Le temps presse et je paresse. Fière allure, dans l’insouciance du rythme la vitesse suffit parfois à combler les vides, les trous. « Au fond de l’inconnu pour trouver du nouveau. » Mais le train soudain ralentit, il poursuit son chemin à son rythme, en roue libre. Sa force d’inertie. Et s’arrête au hasard, ici une gare, sur le quai désert, à l’ombre d’un vieux tilleul. Cette attente paisible forme une parenthèse inattendue et salutaire. Des personnes sur la voie entre Combs-la-Ville et Melun. Je reprends ma respiration. Le temps suspendu. Dans prose, il y a repos.

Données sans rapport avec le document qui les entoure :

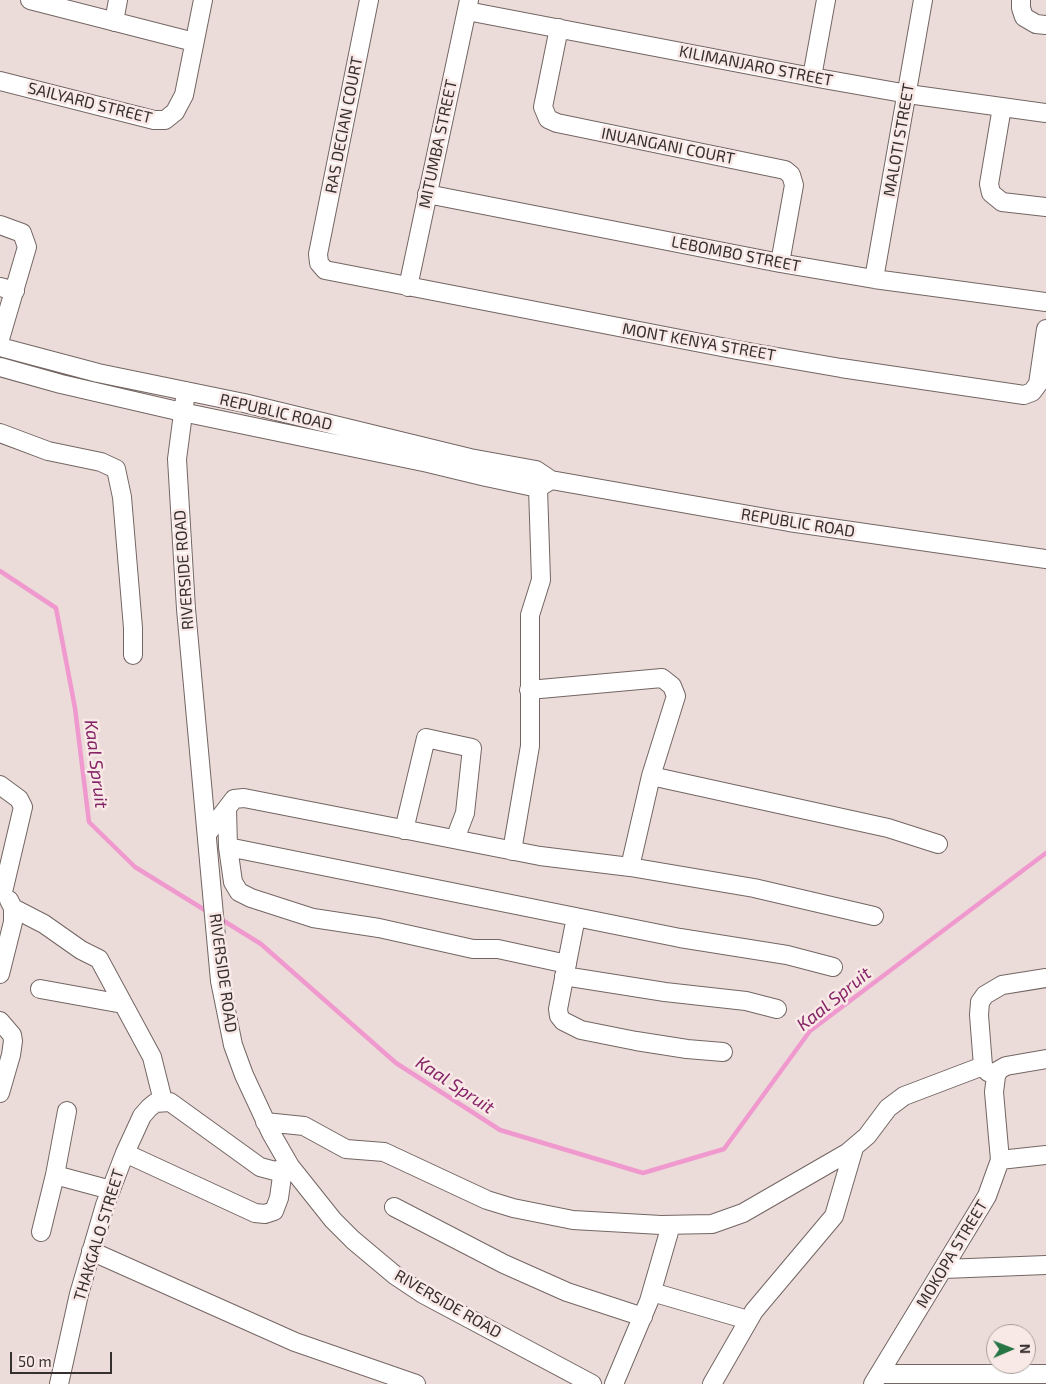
<!DOCTYPE html>
<style>
body{margin:0}
#map{position:relative;width:1046px;height:1384px;overflow:hidden;background:#ecdcd9;font-family:"Exo 2",sans-serif}
canvas{display:block}
.north{position:absolute;left:986px;top:1324px;width:50px;height:50px;box-sizing:border-box;background:#f9e9e6;border:1px solid #ab9f9c;border-radius:50%;rotate:89deg;font-size:14px;font-weight:700;line-height:20px;text-align:center;color:#352f2e}
.north::after{content:'';display:block;margin:auto;width:18px;height:22px;background:#277545;clip-path:polygon(50% 0,100% 100%,50% 72%,0 100%)}
.scale{position:absolute;left:10px;top:1352px;width:102px;height:22px;box-sizing:border-box;border:2px solid #352f2e;border-top:0;padding-left:6px;font-size:15px;line-height:18px;white-space:nowrap;color:#352f2e;-webkit-text-stroke:4px #f9e9e6;paint-order:stroke}
</style>
<div id="map">
<canvas width="1046" height="1384"></canvas>
<div class="north">N</div>
<div class="scale">50 m</div>
</div>
<script>
const ctx = document.querySelector('canvas').getContext('2d');
ctx.lineJoin = 'round';
const toPath = rows => new Path2D(rows.map(r => 'M' + r).join(''));
function trace(path, color, width, dash) { ctx.strokeStyle = color; ctx.lineWidth = width; ctx.lineCap = dash ? 'butt' : 'round'; ctx.setLineDash(dash || []); ctx.stroke(path); }
function write(font, color, halo, rows, align = 'center') {
  ctx.font = font + ' "Exo 2",sans-serif'; ctx.lineWidth = 5; ctx.setLineDash([]); ctx.textBaseline = 'middle'; ctx.strokeStyle = halo; ctx.fillStyle = color; for (const [text, x, y, turn = 0] of rows) {
    ctx.save(); ctx.translate(x, y); ctx.rotate((+turn || 0) * Math.PI / 180); ctx.textAlign = isNaN(turn) ? turn : align; if (halo) ctx.strokeText(text, 0, 0); ctx.fillText(text, 0, 0); ctx.restore();
  }
}
trace(toPath([
 [0,571,56,608,75,708,89,822,135,867,208,912],
 [219,918,261,944,396,1063,500,1130,643,1173,724,1149,810,1031,1046,853]
]), '#ef99ce', 4.5);
const minor = toPath([
 [30,0,194,42],
 [369,0,318,254,319,263,325,270,737,350,841,368,1024,395,1032,392,1038,384,1046,329],
 [1021,0,1021,8,1024,17,1036,24,1046,25],
 [467,11,812,77,908,94,1046,113],
 [114,22,118,0],
 [559,28,543,107,548,119,557,123,785,170,791,175,794,185,780,263],
 [812,77,826,0],
 [0,81,154,120,165,120,175,112,184,95,203,0],
 [1002,107,989,184,991,193,1002,202,1046,207],
 [427,194,780,263,874,279,1046,302],
 [0,225,22,233,27,247,0,339],
 [874,279,923,0],
 [0,287,15,291],
 [408,287,469,0],
 [0,347,98,373,244,403,470,458,536,470,551,480,789,522,1046,559],
 [0,367,61,384,182,412,428,463,486,477,538,488,551,480],
 [186,391,177,459,186,609,220,981,233,1045,244,1075,271,1133,290,1166,333,1220,353,1240,396,1276,423,1294,592,1384],
 [0,433,48,451,101,462,116,469,122,497,133,628,133,655],
 [529,690,662,678,672,686,676,696,651,776,888,828,938,844],
 [0,785,19,799,23,807,3,892],
 [227,809,228,847,233,882,239,892,251,898,313,918,379,928,473,949,498,949,567,964],
 [404,830,426,738,435,740,472,748,465,813,455,839],
 [207,834,234,799,244,798,540,856,630,867,754,888,874,916],
 [228,847,680,938,787,955,833,967],
 [512,851,530,746,530,615,541,580,538,488],
 [630,867,651,776],
 [13,908,44,924,81,950,99,959,152,1057,163,1101],
 [576,917,558,1009,559,1016,563,1021,581,1030,636,1041,687,1049,723,1052],
 [0,974,13,922,13,908,9,900],
 [564,976,665,992,746,1001,777,1009],
 [40,989,123,1004],
 [0,1021,12,1035,13,1041,11,1055,0,1093],
 [996,1076,988,1072,983,1066,979,1015,980,1002,985,995,1002,985,1046,978],
 [67,1111,55,1175,111,1190],
 [265,1122,304,1126,346,1149,384,1152,487,1200,513,1208,573,1220,661,1225,712,1224,743,1213,847,1153,867,1136,888,1108,904,1096,983,1066],
 [125,1153,255,1213,265,1214,274,1211,279,1198,283,1169],
 [1000,1160,994,1092,996,1076,999,1070,1006,1066,1046,1059],
 [394,1207,504,1264,567,1292,643,1317],
 [41,1232,55,1175],
 [91,1251,295,1342,416,1384],
 [944,1269,1046,1265],
 [652,1292,748,1320],
 [879,1374,1046,1374],
 [59,1384,79,1294,105,1205,125,1153,142,1116,149,1108,155,1103,170,1102,260,1167,275,1171,290,1166],
 [614,1384,649,1301,671,1225],
 [712,1384,754,1311,834,1216,854,1148],
 [873,1384,987,1196,1000,1160,1046,1155]
]);
trace(minor, '#736663', 20);
trace(minor, '#fff', 18);
write('16px', '#352f2e', '#f9e9e6', [
 ["KILIMANJARO STREET",756,66,11],
 ["SAILYARD STREET",90,103,14],
 ["RAS DECIAN COURT",344,125,-79],
 ["MALOTI STREET",899,140,-80],
 ["MITUMBA STREET",438,144,-78],
 ["INUANGANI COURT",668,146,11],
 ["LEBOMBO STREET",736,254,11],
 ["MONT KENYA STREET",699,342,10],
 ["REPUBLIC ROAD",276,412,13],
 ["REPUBLIC ROAD",798,523,9],
 ["RIVERSIDE ROAD",184,570,-94],
 ["RIVERSIDE ROAD",223,973,82],
 ["THAKGALO STREET",99,1235,-73],
 ["MOKOPA STREET",952,1254,-59],
 ["RIVERSIDE ROAD",448,1304,30]
]);
write('italic 18px', '#852367', '#f9e9e6', [
 ["Kaal Spruit",96,764,83],
 ["Kaal Spruit",834,999,-39],
 ["Kaal Spruit",455,1085,33]
]);
</script>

Je te le dis, tu vas mourir, je te le dis, je te le dis, vient un jour où surgit en elle ce que savent, et ainsi donc sous une lune d’albâtre, jusqu’à ce qu’un cri immense traverse la nuit : « Va au diable avec tes chansons ! » Vient un jour où surgit en elle ce que savent (ou croient savoir) les autres de ce nous. On s’arrange mieux de sa mauvaise conscience que de sa mauvaise réputation. Les mots restent suspendus comme des cristaux dans la nuit glacée et blanche. L’amour se cache par son excès. Dans les films, tu n’as fait que mimer des chanteurs en play-back, aussi épargne-moi ce bruit d’enfer. On s’embarque dans des raisonnements qu’on est obligé de couper court, à cause de leur ridicule, si l’on vient à se réveiller et à s’écouter. Non comme on regarde un fonctionnaire qui discute de questions difficiles. L’effort qu’on se fait est si violent qu’on a l’air froid. Mais comme on regarde quelque chose qui empêche de dormir et dont on ne peut arriver à comprendre la signification. Ce que nous savons de nous-mêmes, ce que notre mémoire en a retenu, est moins décisif qu’on ne pense pour le bonheur de notre vie. Je te le dis.

Auteur fictif, j’ai hésité. J’aurais dû. Pas poète, écrivain non, même si au fond c’est bien de reconnaître son inutilité, pas romancier, ce n’est pas mon genre, artiste, trop vague. Auteur, j’aime bien pour la hauteur justement. Le point de vue. Cet auteur fictif n’est pas choisi au hasard, d’un texte réel à un auteur fictif. La critique ne dit rien de bon tant qu’elle ne se figure pas toute l’indétermination de l’auteur. C’est-à-dire le rapport qu’il a avec son œuvre. Le rapport de l’œuvre à l’auteur est une des choses les plus curieuses. L’œuvre ne permet jamais de remonter au vrai auteur. Mais un auteur fictif. Dixit Valéry. Sous un faux nom se cachent des motivations différentes. Je recommençais. Tout m’était donné, encore une fois.

Le titre, c’est déjà le son. Ce qu’ils disent et comment ils le disent. Les poètes peuvent traiter n’importe quel sujet, dans n’importe quel style. Les poètes doivent utiliser leurs propres textes. L’utilisation d’instruments de musique ou de musique enregistrée est interdite. L’utilisation d’accessoires est interdite. La performance du poète doit reposer sur son texte et sa relation avec le public. Les costumes et déguisements sont interdits. Le poète doit porter les vêtements qu’il porte dans la vie de tous les jours. Un costume se définit par un ensemble ou vêtement ayant pour but de souligner l’effet de la performance du poète. L’organisateur ne sera, par exemple, pas tenu légalement responsable de votre corps nu sur scène. L’inspiration. Un poète a le droit de s’inspirer du travail (mots, textes, paroles) d’un autre et de l’intégrer à son propre travail. En revanche, se contenter de répéter le travail d’un autre est interdit. Et pendant ce temps-là, sur l’autre rive, le commentateur d’un critérium, fait de la poésie. Le théâtre des tensions et des relâchements, des brisures et des éclats. Voix à l’avenant.

Extrait de Deux temps, trois mouvements à paraître sur Publie.net.

Télescopages, discordance des temps. Toutes ces bribes que le désir tente de tisser.